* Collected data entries
══════════════════════════════

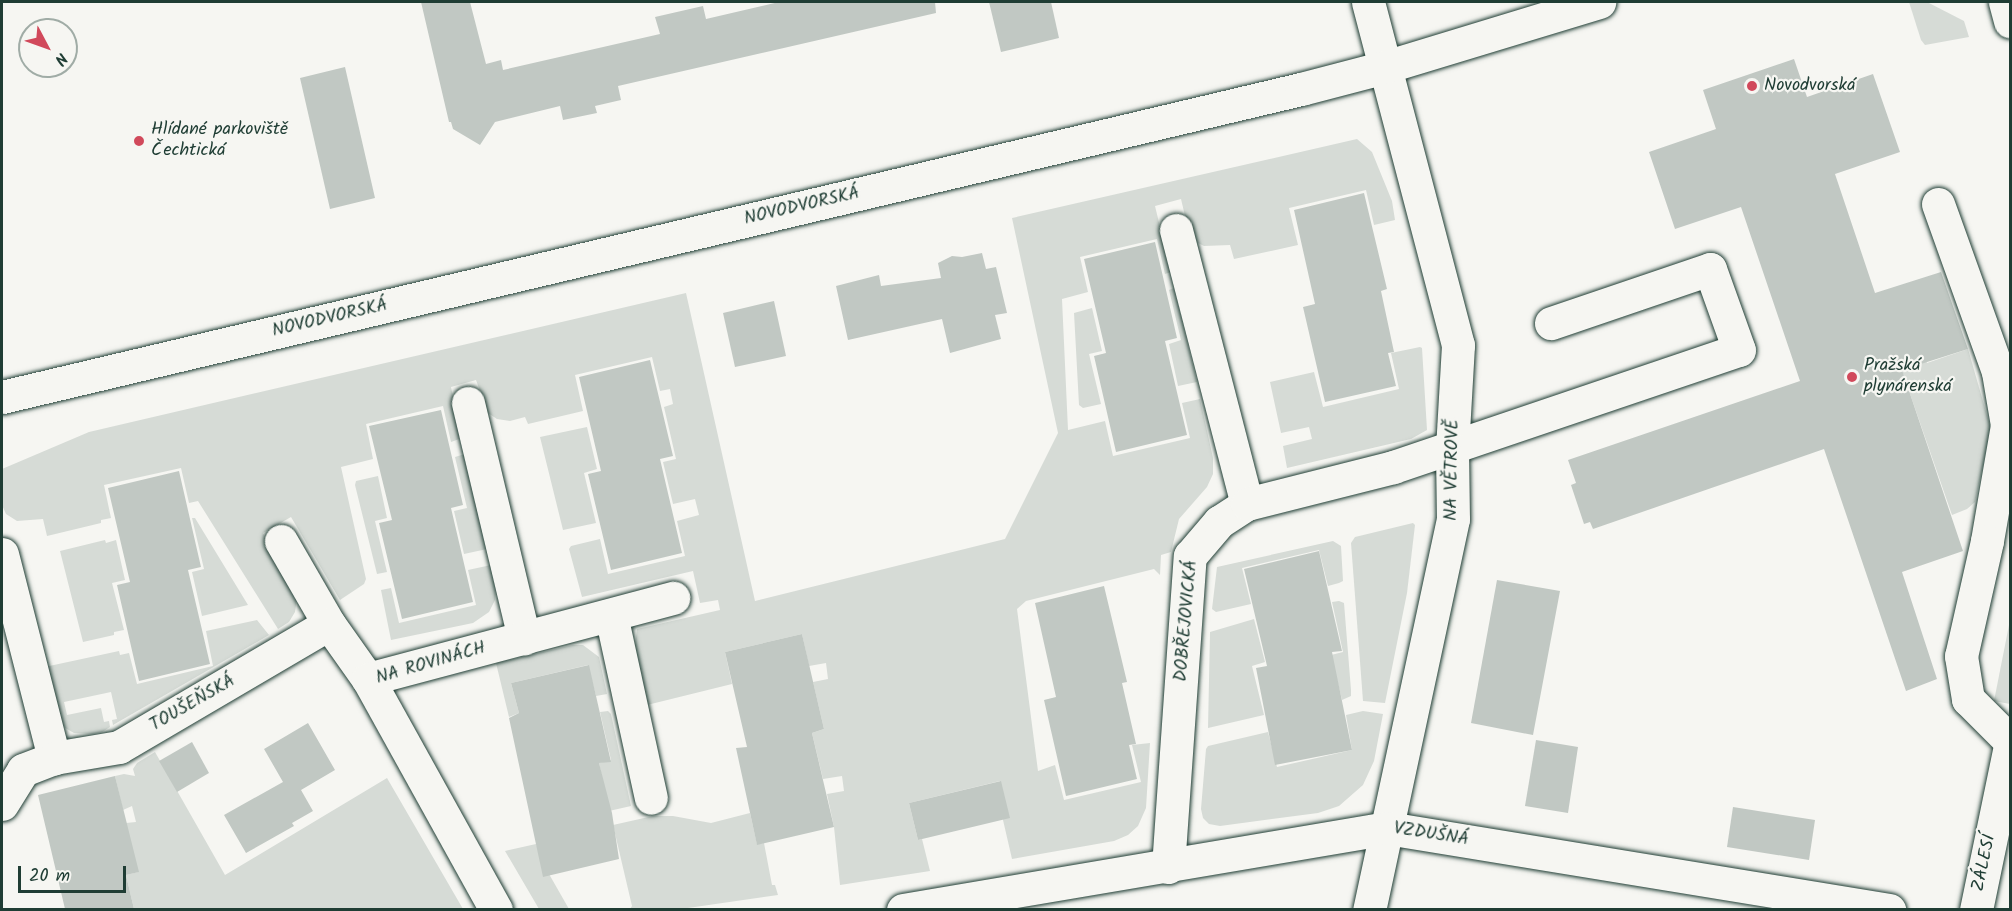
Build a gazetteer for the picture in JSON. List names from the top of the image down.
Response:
{
  "streets": {
    "street": [
      "NOVODVORSKÁ",
      "NA VĚTROVĚ",
      "DOBŘEJOVICKÁ",
      "NA ROVINÁCH",
      "TOUŠEŇSKÁ",
      "VZDUŠNÁ",
      "ZÁLESÍ"
    ]
  },
  "crossings": [
    ["NOVODVORSKÁ", "NA VĚTROVĚ"],
    ["NA VĚTROVĚ", "DOBŘEJOVICKÁ"],
    ["NA VĚTROVĚ", "VZDUŠNÁ"],
    ["DOBŘEJOVICKÁ", "VZDUŠNÁ"]
  ],
  "places": ["Novodvorská", "Hlídané parkoviště Čechtická", "Pražská plynárenská"],
  "scale_bar": "20 m",
  "north": "bottom right"
}
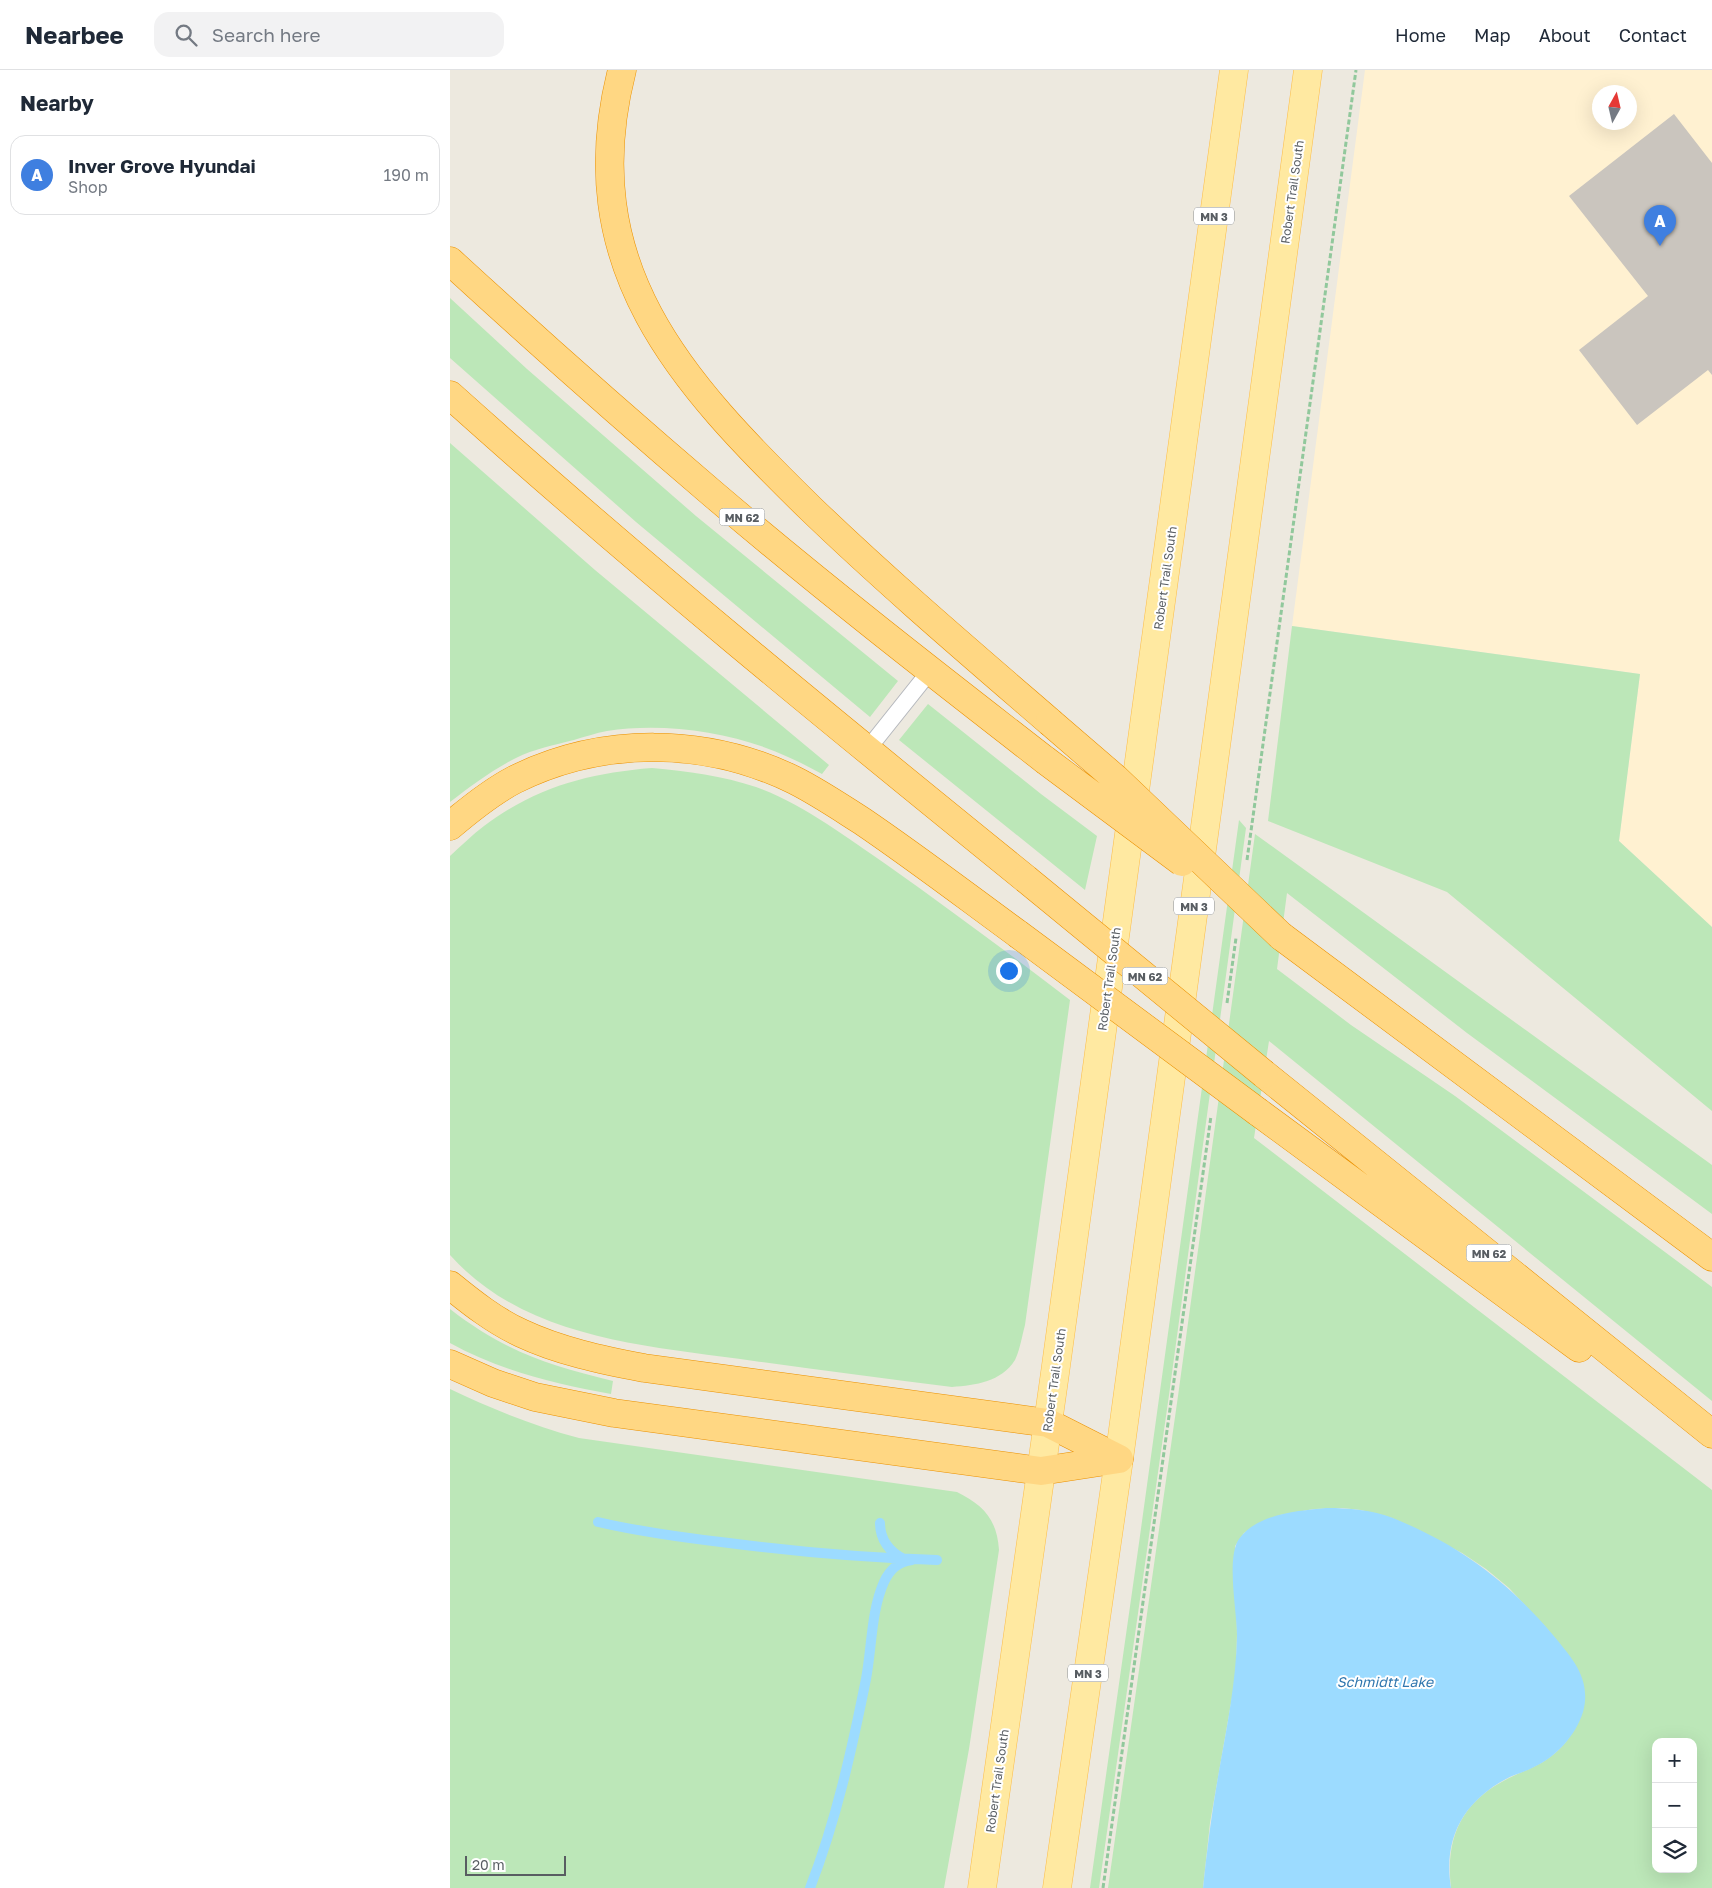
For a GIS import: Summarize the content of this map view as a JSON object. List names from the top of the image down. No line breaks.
{"streets":{"highway":["MN 62"],"main road":["Robert Trail South","MN 3"]},"water":["Schmidtt Lake"],"scale_bar":"20 m","north":"top","page":{"header":"Nearbee","search":"Search here","nav":["Home","Map","About","Contact"],"heading":"Nearby","list":[{"mark":"A","name":"Inver Grove Hyundai","note":"Shop","value":"190 m"}],"pins":"A","map_buttons":["+","−"],"scale":"20 m"}}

══════════════════════════════

Every line above goes into the copy unchanged; the pictures do not.

* Answer box
Build a gazetteer for the picture in JSON. List names from the top of the image down.
Response:
{
  "streets": {
    "street": [
      "NOVODVORSKÁ",
      "NA VĚTROVĚ",
      "DOBŘEJOVICKÁ",
      "NA ROVINÁCH",
      "TOUŠEŇSKÁ",
      "VZDUŠNÁ",
      "ZÁLESÍ"
    ]
  },
  "crossings": [
    ["NOVODVORSKÁ", "NA VĚTROVĚ"],
    ["NA VĚTROVĚ", "DOBŘEJOVICKÁ"],
    ["NA VĚTROVĚ", "VZDUŠNÁ"],
    ["DOBŘEJOVICKÁ", "VZDUŠNÁ"]
  ],
  "places": ["Novodvorská", "Hlídané parkoviště Čechtická", "Pražská plynárenská"],
  "scale_bar": "20 m",
  "north": "bottom right"
}
For a GIS import: Summarize the content of this map view as a JSON object. List names from the top of the image down. No line breaks.
{"streets":{"highway":["MN 62"],"main road":["Robert Trail South","MN 3"]},"water":["Schmidtt Lake"],"scale_bar":"20 m","north":"top","page":{"header":"Nearbee","search":"Search here","nav":["Home","Map","About","Contact"],"heading":"Nearby","list":[{"mark":"A","name":"Inver Grove Hyundai","note":"Shop","value":"190 m"}],"pins":"A","map_buttons":["+","−"],"scale":"20 m"}}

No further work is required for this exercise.